Chapter by chapter, decade by decade, Yamin sets a clear path forward, recounting what has been achieved to date and all that we have left to do. She makes a strong case for targeting all forms of inequality, focusing on infrastructures, including organizing care economies and democratizing knowledge and authority. To understand where we are going, we must understand where we have been. Her own continual reflection is one of the special characteristics of the book. Yamin’s deep and personal experience in praxis of human rights is infused in the narrative, while not overly inserting her experiences she draws on them and her proximity to the issues through enlightening vignettes. She presents a clear view over our shared commitments to equal dignity, the relationship of dignity to rights, and the role of transnational as well as national forces in the work.
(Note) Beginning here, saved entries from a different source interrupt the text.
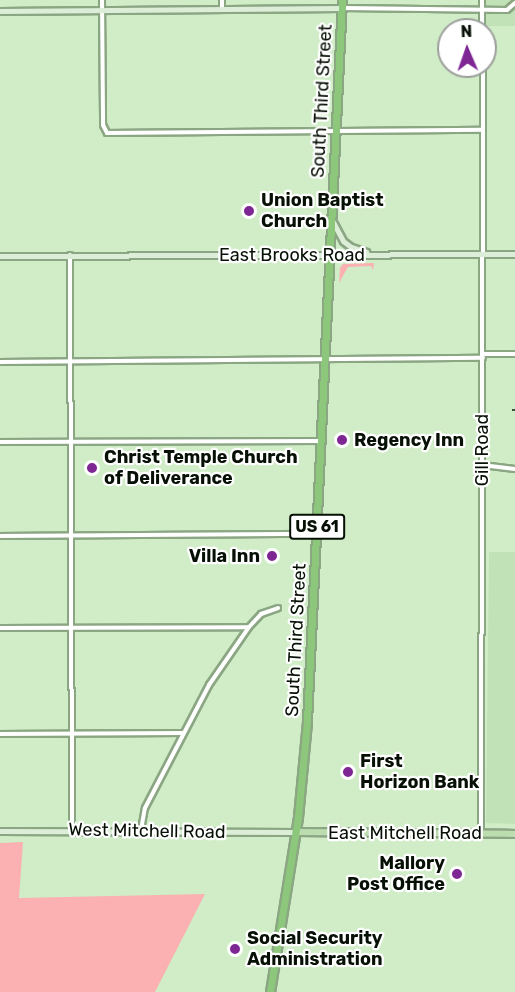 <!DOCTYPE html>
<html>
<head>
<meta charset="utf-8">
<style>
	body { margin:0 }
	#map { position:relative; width:515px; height:992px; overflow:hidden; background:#d1edc8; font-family:Rubik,sans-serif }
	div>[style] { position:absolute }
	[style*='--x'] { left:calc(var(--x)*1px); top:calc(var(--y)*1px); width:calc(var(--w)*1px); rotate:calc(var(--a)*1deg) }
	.built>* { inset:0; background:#c1e2b7 }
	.green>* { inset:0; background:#fbb1b1 }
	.roads { filter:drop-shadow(2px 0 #8ba683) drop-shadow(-2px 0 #8ba683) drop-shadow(0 2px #8ba683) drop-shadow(0 -2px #8ba683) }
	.street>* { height:4px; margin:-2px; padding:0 2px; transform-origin:2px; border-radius:2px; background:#fff }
	.secondary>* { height:5px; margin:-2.5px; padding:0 2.5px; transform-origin:2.5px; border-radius:2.5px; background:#ddeed8 }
	.primary>* { height:6px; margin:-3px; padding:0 3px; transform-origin:3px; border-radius:3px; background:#bbddb0 }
	.highway>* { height:7px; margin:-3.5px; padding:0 3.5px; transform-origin:3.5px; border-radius:3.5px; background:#8dc77c }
	.rail>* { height:1.5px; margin-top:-0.75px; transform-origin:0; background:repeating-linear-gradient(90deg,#3f4d3b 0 3px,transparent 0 9px) }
	.dots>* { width:16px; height:16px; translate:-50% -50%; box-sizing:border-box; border:3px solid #fff; border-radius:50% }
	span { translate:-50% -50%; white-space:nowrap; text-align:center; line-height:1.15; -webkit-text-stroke:4.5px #fff; paint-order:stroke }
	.shield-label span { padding:2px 4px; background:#fff; border:2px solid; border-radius:4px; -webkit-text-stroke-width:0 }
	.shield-label { font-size:16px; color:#071005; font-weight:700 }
	.street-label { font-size:18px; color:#071005 }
	.poi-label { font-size:18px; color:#071005; font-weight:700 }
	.left { translate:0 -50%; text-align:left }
	.right { translate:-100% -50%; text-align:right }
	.north { position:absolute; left:437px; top:18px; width:60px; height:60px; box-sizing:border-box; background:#fff; border:2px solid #9c9f9b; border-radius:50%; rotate:358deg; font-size:16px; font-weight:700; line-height:24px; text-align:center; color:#071005 }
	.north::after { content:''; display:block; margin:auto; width:21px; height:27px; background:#7e2694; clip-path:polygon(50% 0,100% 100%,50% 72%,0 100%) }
</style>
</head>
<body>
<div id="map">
	<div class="built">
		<div style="clip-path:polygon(485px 0,515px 0,515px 26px,485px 26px)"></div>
		<div style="clip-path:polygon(489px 552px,515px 552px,515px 824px,486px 823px)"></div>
	</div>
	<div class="green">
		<div style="clip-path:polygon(374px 263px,373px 270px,371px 266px,348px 267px,339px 283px,340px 268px,343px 264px)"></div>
		<div style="clip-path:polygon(23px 842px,19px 898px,205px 894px,155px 992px,0 992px,0 843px)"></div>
	</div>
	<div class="roads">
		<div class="street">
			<div style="--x:102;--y:0;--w:125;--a:89.5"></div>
			<div style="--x:103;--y:125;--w:9;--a:63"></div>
			<div style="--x:107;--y:133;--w:376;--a:-0.5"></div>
			<div style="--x:222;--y:0;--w:10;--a:90"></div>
			<div style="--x:342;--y:8;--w:165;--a:0.7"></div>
			<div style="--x:507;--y:10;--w:11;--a:-41"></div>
			<div style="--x:482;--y:30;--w:30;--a:-90"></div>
			<div style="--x:70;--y:255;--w:575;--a:89.8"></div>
			<div style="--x:483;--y:354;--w:32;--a:0"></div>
			<div style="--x:0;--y:362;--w:483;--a:-0.5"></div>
			<div style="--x:0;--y:442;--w:320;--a:-0.2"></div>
			<div style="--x:482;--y:465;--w:33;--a:7"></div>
			<div style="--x:0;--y:536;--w:316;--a:-0.4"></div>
			<div style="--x:0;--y:628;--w:248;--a:-0.2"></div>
			<div style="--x:0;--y:734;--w:183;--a:-0.3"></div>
			<div style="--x:141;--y:830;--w:22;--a:-80"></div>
			<div style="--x:145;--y:808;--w:139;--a:-62.5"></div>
			<div style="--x:209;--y:685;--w:70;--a:-55.4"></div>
			<div style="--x:249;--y:627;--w:18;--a:-47"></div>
			<div style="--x:261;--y:614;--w:18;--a:-19"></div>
			<div style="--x:481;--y:833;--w:767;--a:-89.85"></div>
		</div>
		<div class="secondary">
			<div style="--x:0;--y:11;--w:342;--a:-0.5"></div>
			<div style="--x:333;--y:222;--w:21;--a:62"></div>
			<div style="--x:343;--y:241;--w:10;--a:37"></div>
			<div style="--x:351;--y:247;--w:16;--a:18"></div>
			<div style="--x:0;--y:256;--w:515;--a:-0.22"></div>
			<div style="--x:0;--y:831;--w:295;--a:0.2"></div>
		</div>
		<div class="primary">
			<div style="--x:295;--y:832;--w:220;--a:0.5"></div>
		</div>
		<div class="highway">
			<div style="--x:270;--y:992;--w:177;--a:-80.9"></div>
			<div style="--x:298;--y:817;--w:96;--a:-84.6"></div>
			<div style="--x:307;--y:721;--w:722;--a:-87.22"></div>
		</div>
	</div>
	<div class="rail">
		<div style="--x:512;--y:410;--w:3;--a:0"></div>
	</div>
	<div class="dots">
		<div style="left:249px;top:211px;background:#7e2694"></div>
		<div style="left:342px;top:440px;background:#7e2694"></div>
		<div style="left:92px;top:468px;background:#7e2694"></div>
		<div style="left:272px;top:556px;background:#7e2694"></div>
		<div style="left:348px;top:772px;background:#7e2694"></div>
		<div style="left:457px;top:874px;background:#7e2694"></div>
		<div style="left:235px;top:949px;background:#7e2694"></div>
	</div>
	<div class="shield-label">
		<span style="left:317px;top:527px">US 61</span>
	</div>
	<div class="street-label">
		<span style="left:322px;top:101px;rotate:-87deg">South Third Street</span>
		<span style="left:292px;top:255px">East Brooks Road</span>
		<span style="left:482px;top:450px;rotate:-90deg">Gill Road</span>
		<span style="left:296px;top:640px;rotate:-87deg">South Third Street</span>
		<span style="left:147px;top:831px;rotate:1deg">West Mitchell Road</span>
		<span style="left:405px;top:833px">East Mitchell Road</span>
	</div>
	<div class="poi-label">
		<span class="left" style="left:261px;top:211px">Union Baptist<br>Church</span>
		<span class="left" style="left:354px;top:440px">Regency Inn</span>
		<span class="left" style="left:104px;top:468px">Christ Temple Church<br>of Deliverance</span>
		<span class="right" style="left:260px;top:556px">Villa Inn</span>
		<span class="left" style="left:360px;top:772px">First<br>Horizon Bank</span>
		<span class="right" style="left:445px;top:874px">Mallory<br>Post Office</span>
		<span class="left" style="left:247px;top:949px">Social Security<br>Administration</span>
	</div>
	<div class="north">N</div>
</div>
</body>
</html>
During this important moment in the trajectory of “global health” as a discipline, Yamin reflects on the role of outside actors in advancing the right to health and considers the outsized role of philanthro-capitalism while the public capital required to invest in public and individual health has faltered.
In 2008, Harvard physician anthropologist Paul Farmer wrote “health and human rights must move beyond the traditional exhortatory role, which stems from insisting on respect for conventions to which most states are signatory, to considering such prosaic issues as supply chains for sutures, generators, magnesium sulfate, and operating room lights…I advocate challenging the present priorities that place civil and legal rights first and adjourn substantive social and economic rights for another day. It is when people are able to eat and be well that they have the chance to build democratic institutions”. Yamin’s book is a “must read” for those emerged in the struggle for a healthy society, and for students of any stage of learning who seek to understand the history of and the potential of the human right to health.
Louise C Ivers MD, MPH is faculty director of the Harvard Global Health Institute and director of the Massachusetts General Hospital Center for Global Health. She provides care for patients in the United States, Haiti, and Uganda and works on the design, implementation and evaluation of public health programs.